[Supplied material Boundary: Start]

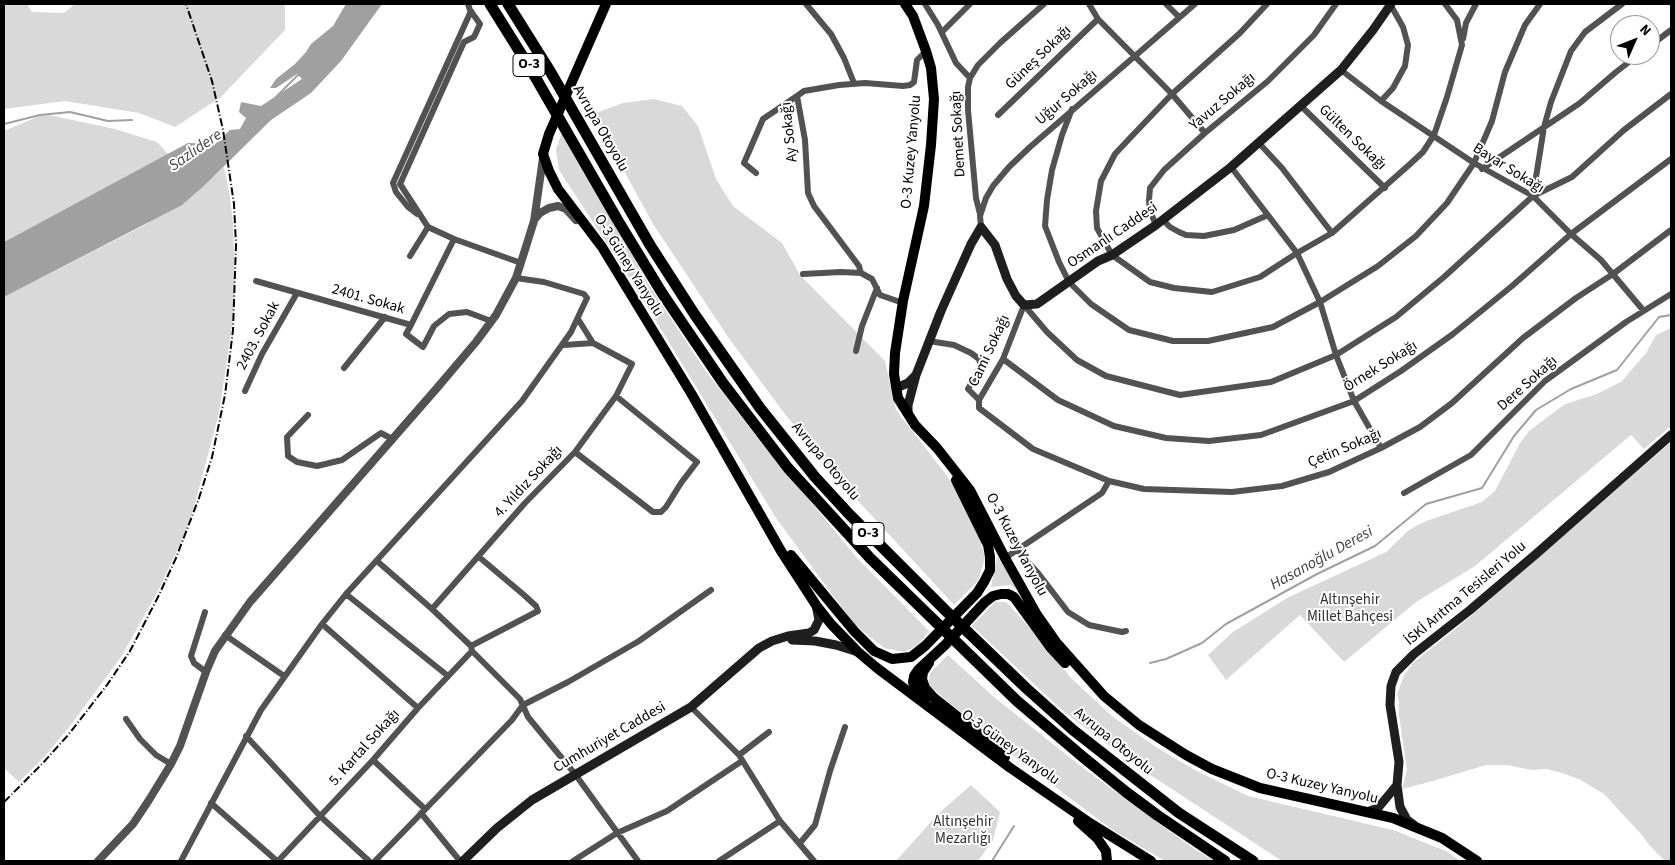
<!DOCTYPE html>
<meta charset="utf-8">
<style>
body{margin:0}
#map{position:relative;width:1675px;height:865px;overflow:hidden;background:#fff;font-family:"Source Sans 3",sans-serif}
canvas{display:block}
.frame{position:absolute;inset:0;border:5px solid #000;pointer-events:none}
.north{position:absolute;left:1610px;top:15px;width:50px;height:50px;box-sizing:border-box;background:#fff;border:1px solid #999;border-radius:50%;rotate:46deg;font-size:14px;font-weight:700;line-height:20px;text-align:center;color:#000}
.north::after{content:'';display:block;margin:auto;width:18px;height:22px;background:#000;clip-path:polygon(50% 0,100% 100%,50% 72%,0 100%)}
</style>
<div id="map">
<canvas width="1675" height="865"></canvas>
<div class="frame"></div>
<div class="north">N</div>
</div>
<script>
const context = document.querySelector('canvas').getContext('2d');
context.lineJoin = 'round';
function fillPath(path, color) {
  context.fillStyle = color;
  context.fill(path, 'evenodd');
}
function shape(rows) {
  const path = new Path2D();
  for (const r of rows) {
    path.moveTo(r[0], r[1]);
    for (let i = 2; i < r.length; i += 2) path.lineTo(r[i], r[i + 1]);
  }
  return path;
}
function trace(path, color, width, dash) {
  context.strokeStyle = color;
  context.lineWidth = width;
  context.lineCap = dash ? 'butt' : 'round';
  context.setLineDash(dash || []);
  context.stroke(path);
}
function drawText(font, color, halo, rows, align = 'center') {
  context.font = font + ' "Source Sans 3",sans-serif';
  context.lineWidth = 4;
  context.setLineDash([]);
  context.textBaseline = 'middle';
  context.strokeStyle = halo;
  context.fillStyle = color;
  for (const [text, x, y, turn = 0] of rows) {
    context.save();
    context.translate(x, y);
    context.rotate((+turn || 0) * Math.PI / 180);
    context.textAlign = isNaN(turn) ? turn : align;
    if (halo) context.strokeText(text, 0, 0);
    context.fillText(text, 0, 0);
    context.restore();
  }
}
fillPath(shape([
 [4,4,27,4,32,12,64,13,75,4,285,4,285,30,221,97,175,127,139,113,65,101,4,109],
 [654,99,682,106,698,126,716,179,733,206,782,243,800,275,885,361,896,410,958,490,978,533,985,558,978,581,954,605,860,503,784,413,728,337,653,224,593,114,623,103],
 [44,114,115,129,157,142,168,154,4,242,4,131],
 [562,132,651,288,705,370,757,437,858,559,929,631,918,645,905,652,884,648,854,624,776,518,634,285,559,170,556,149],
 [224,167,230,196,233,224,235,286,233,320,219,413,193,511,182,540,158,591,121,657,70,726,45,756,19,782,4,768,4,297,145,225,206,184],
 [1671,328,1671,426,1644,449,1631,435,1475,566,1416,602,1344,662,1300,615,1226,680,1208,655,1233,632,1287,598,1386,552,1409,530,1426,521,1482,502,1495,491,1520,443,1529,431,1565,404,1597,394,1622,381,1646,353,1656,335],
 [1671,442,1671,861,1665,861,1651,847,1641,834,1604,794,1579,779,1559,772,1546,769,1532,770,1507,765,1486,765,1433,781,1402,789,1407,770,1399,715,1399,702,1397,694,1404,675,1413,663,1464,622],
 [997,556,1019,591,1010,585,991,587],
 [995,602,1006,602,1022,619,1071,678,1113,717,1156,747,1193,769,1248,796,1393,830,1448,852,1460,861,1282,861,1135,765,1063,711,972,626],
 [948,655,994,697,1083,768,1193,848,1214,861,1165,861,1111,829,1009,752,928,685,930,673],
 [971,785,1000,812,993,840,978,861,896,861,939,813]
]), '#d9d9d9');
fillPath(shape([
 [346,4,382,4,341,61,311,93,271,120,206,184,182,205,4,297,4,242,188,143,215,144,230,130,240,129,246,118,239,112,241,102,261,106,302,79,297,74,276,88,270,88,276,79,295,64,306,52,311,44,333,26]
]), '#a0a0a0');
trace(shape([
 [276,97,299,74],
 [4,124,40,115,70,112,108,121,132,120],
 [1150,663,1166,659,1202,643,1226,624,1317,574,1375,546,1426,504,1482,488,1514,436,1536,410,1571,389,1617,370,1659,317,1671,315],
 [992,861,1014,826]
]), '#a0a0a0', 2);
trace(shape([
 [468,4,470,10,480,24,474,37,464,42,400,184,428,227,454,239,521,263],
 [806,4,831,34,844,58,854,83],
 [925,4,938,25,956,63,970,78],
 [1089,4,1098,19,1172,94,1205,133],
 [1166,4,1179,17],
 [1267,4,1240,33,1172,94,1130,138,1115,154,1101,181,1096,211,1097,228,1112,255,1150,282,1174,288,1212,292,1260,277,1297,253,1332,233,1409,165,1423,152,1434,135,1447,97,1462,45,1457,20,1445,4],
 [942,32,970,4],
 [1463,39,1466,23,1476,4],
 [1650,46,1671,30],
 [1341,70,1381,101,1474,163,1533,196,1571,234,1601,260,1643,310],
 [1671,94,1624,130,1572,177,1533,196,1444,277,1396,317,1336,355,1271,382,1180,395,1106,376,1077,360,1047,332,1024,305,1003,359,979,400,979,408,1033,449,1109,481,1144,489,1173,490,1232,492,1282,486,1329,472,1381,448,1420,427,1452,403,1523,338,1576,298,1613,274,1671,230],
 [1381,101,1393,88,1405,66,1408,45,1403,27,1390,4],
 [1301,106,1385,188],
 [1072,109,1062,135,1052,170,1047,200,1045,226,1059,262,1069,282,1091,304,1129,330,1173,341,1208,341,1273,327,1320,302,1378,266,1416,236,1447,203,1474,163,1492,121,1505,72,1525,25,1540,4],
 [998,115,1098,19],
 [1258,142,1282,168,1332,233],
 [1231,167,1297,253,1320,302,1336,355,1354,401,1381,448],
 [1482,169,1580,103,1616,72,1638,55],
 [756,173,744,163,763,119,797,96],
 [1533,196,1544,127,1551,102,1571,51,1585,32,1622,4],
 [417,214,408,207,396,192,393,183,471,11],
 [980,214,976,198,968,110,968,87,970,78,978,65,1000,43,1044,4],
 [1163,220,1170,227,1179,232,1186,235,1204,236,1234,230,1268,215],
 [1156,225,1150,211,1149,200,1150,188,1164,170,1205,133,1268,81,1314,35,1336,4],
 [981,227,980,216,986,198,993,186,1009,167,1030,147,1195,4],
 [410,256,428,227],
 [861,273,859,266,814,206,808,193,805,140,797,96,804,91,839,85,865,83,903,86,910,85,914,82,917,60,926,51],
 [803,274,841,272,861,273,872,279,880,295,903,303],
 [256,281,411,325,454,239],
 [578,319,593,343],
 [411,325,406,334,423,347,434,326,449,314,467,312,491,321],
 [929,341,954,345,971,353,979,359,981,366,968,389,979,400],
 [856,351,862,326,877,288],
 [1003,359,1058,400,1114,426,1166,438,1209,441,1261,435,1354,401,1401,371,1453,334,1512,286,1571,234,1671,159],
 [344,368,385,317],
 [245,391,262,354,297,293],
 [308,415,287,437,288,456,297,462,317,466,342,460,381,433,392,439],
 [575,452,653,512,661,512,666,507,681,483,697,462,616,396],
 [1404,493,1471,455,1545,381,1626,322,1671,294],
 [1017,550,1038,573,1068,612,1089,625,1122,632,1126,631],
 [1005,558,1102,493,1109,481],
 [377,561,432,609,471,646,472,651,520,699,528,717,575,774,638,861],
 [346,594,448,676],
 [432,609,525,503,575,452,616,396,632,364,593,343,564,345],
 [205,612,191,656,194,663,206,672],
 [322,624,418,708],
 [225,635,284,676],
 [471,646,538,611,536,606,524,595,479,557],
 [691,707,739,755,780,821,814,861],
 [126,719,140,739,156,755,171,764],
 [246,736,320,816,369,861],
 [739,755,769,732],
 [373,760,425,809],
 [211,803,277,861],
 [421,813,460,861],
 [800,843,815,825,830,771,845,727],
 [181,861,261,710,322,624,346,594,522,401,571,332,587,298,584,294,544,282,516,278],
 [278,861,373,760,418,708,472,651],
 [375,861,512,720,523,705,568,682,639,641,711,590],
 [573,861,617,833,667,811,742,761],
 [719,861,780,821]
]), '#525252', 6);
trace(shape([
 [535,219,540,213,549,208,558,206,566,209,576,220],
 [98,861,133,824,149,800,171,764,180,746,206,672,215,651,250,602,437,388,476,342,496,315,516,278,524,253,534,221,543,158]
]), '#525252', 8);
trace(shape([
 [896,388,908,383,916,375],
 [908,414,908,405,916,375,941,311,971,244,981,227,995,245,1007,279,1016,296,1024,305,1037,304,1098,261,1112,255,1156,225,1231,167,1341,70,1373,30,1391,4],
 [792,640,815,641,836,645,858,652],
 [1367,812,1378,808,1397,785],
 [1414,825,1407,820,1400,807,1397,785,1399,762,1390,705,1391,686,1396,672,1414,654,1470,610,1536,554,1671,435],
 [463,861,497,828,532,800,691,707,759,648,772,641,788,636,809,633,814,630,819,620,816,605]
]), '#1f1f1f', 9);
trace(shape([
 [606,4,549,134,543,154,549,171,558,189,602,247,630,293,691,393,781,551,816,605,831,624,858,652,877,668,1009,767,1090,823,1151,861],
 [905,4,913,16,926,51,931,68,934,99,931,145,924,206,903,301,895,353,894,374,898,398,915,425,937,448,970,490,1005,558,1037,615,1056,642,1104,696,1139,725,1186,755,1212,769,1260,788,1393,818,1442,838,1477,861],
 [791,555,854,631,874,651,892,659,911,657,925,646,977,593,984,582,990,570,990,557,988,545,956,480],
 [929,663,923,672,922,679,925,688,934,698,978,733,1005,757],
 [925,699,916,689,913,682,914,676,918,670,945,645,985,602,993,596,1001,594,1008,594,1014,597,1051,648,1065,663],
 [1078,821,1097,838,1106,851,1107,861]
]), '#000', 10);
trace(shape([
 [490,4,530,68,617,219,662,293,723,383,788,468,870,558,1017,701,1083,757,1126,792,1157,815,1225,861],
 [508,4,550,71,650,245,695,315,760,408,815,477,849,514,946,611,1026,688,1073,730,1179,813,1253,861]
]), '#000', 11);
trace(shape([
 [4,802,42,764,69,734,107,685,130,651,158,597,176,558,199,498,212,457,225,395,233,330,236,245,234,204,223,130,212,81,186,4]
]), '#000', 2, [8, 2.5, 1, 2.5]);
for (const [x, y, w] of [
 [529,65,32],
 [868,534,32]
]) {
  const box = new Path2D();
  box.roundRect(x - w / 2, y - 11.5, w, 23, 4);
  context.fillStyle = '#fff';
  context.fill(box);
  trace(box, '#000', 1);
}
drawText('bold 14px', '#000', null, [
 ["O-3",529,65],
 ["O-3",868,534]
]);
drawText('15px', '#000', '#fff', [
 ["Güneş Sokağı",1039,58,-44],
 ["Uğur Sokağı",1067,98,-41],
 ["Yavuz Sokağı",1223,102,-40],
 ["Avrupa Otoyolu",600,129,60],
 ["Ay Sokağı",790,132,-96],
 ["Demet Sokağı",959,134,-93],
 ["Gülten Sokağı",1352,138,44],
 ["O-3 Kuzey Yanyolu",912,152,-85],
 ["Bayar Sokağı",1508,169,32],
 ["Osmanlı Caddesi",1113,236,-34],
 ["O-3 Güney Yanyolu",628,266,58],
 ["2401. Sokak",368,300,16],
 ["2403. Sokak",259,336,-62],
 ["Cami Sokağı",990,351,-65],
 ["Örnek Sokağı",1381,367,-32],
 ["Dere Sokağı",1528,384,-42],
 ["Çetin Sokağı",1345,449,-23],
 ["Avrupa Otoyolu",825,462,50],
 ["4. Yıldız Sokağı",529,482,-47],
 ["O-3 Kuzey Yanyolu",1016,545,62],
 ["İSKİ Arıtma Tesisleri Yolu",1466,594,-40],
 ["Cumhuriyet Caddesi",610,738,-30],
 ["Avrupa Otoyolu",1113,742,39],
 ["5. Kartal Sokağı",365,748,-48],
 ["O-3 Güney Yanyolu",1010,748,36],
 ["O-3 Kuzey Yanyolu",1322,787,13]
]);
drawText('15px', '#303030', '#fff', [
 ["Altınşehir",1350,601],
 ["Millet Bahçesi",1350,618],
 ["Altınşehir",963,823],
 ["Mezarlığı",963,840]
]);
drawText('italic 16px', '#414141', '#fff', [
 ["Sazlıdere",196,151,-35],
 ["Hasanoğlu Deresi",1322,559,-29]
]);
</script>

[Supplied material Boundary: End]
[Supplied material Boundary: Start]

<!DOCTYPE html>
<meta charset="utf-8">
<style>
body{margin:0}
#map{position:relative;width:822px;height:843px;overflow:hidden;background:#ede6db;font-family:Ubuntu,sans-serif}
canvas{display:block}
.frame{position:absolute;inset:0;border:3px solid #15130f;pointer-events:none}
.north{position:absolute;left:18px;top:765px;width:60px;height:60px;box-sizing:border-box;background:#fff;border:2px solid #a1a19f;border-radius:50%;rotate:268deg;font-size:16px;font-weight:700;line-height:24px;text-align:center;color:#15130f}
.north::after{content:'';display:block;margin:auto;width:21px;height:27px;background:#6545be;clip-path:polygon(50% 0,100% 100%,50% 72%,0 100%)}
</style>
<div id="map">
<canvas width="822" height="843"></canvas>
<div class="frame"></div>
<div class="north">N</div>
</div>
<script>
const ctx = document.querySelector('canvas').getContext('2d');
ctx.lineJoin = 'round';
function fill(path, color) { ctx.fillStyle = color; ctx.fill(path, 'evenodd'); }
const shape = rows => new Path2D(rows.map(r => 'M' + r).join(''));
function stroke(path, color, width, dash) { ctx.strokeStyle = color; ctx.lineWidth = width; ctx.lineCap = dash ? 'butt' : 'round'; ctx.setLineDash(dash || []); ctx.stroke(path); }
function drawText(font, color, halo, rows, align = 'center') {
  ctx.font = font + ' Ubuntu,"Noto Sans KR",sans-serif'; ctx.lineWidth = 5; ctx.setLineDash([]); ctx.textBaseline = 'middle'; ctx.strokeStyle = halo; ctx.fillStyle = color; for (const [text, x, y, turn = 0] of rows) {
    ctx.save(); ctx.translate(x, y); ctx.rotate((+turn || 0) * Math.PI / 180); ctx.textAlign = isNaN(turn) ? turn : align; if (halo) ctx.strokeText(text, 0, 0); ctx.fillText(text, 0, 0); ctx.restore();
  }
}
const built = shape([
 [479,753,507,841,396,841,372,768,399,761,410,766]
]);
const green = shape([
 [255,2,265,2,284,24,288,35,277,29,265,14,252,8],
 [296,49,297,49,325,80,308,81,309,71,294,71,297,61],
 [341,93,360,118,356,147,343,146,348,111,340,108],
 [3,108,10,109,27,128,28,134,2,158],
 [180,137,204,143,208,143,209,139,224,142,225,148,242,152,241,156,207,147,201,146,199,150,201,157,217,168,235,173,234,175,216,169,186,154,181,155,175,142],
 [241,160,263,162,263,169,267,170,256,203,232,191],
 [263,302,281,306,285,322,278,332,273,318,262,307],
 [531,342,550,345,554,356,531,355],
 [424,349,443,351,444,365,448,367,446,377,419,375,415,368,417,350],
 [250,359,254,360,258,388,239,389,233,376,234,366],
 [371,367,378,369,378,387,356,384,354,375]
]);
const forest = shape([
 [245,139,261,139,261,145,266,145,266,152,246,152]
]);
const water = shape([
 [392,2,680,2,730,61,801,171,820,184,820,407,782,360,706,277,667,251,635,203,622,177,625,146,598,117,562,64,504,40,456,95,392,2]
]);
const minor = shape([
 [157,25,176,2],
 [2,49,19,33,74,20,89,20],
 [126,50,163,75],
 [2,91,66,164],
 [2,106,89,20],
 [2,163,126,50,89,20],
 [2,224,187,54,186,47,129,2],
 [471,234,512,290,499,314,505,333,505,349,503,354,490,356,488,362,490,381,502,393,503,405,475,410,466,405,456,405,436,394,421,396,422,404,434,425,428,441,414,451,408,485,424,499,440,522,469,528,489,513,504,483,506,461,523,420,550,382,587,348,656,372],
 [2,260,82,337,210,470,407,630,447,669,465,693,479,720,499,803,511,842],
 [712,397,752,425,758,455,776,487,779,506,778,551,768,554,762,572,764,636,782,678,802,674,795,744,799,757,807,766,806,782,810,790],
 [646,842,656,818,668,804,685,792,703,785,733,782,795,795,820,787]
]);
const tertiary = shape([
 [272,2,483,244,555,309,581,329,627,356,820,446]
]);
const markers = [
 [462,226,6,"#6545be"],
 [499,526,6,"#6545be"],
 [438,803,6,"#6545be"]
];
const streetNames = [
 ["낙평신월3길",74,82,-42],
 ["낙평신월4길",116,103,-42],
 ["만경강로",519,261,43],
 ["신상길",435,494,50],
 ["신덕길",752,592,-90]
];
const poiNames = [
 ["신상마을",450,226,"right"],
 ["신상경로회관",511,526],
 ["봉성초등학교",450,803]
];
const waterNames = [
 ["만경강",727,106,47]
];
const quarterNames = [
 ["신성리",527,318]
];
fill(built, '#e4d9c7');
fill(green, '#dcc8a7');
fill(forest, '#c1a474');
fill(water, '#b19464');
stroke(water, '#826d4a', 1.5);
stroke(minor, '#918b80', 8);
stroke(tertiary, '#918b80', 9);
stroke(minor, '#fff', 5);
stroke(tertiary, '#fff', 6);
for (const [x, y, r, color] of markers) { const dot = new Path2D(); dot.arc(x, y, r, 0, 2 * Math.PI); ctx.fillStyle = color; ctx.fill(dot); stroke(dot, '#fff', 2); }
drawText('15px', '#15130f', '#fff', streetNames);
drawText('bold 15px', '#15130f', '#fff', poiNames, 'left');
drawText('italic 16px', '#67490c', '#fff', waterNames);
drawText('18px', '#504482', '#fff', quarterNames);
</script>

[Supplied material Boundary: End]

> **Try it**
Among the entries above, locate the lines containing "[868,534,32]" and "trace(box, '#000', 1);", and transcribe exactly those two lines and all lines between.

> **Solution for this problem**
 [868,534,32]
]) {
  const box = new Path2D();
  box.roundRect(x - w / 2, y - 11.5, w, 23, 4);
  context.fillStyle = '#fff';
  context.fill(box);
  trace(box, '#000', 1);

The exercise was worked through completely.